**DATASET ENTRIES**:
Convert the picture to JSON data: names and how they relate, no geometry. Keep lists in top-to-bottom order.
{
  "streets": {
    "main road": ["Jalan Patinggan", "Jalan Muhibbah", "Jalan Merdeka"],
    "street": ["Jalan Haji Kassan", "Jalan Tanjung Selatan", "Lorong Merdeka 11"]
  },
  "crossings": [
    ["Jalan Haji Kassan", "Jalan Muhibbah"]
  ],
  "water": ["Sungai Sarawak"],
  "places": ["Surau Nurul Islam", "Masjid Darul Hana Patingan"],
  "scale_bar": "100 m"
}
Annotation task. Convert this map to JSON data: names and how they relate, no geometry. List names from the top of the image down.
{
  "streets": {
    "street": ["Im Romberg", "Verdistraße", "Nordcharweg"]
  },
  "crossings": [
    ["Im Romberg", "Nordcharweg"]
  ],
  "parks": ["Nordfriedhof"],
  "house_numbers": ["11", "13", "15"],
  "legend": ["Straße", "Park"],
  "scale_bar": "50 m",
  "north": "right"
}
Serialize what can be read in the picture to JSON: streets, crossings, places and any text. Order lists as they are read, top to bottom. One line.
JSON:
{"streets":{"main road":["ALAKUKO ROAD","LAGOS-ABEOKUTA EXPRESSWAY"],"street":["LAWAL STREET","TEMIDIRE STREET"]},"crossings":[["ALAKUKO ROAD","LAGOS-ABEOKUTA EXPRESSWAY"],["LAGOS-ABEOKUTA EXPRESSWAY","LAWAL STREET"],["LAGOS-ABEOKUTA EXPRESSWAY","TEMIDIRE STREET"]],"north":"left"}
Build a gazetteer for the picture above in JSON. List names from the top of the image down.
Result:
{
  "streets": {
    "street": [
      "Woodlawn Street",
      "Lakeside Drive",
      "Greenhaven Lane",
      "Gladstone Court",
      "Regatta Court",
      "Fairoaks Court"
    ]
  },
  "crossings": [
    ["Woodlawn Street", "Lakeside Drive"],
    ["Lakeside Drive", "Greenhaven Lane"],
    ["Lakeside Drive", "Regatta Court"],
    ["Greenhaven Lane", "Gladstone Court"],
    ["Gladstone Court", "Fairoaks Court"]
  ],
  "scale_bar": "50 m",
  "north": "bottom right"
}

**ABOUT THIS EXERCISE**:
Output the listing above exactly, keeping each line as it was.

**ANSWER TO THIS TASK**:
Convert the picture to JSON data: names and how they relate, no geometry. Keep lists in top-to-bottom order.
{
  "streets": {
    "main road": ["Jalan Patinggan", "Jalan Muhibbah", "Jalan Merdeka"],
    "street": ["Jalan Haji Kassan", "Jalan Tanjung Selatan", "Lorong Merdeka 11"]
  },
  "crossings": [
    ["Jalan Haji Kassan", "Jalan Muhibbah"]
  ],
  "water": ["Sungai Sarawak"],
  "places": ["Surau Nurul Islam", "Masjid Darul Hana Patingan"],
  "scale_bar": "100 m"
}
Annotation task. Convert this map to JSON data: names and how they relate, no geometry. List names from the top of the image down.
{
  "streets": {
    "street": ["Im Romberg", "Verdistraße", "Nordcharweg"]
  },
  "crossings": [
    ["Im Romberg", "Nordcharweg"]
  ],
  "parks": ["Nordfriedhof"],
  "house_numbers": ["11", "13", "15"],
  "legend": ["Straße", "Park"],
  "scale_bar": "50 m",
  "north": "right"
}
Serialize what can be read in the picture to JSON: streets, crossings, places and any text. Order lists as they are read, top to bottom. One line.
JSON:
{"streets":{"main road":["ALAKUKO ROAD","LAGOS-ABEOKUTA EXPRESSWAY"],"street":["LAWAL STREET","TEMIDIRE STREET"]},"crossings":[["ALAKUKO ROAD","LAGOS-ABEOKUTA EXPRESSWAY"],["LAGOS-ABEOKUTA EXPRESSWAY","LAWAL STREET"],["LAGOS-ABEOKUTA EXPRESSWAY","TEMIDIRE STREET"]],"north":"left"}
Build a gazetteer for the picture above in JSON. List names from the top of the image down.
Result:
{
  "streets": {
    "street": [
      "Woodlawn Street",
      "Lakeside Drive",
      "Greenhaven Lane",
      "Gladstone Court",
      "Regatta Court",
      "Fairoaks Court"
    ]
  },
  "crossings": [
    ["Woodlawn Street", "Lakeside Drive"],
    ["Lakeside Drive", "Greenhaven Lane"],
    ["Lakeside Drive", "Regatta Court"],
    ["Greenhaven Lane", "Gladstone Court"],
    ["Gladstone Court", "Fairoaks Court"]
  ],
  "scale_bar": "50 m",
  "north": "bottom right"
}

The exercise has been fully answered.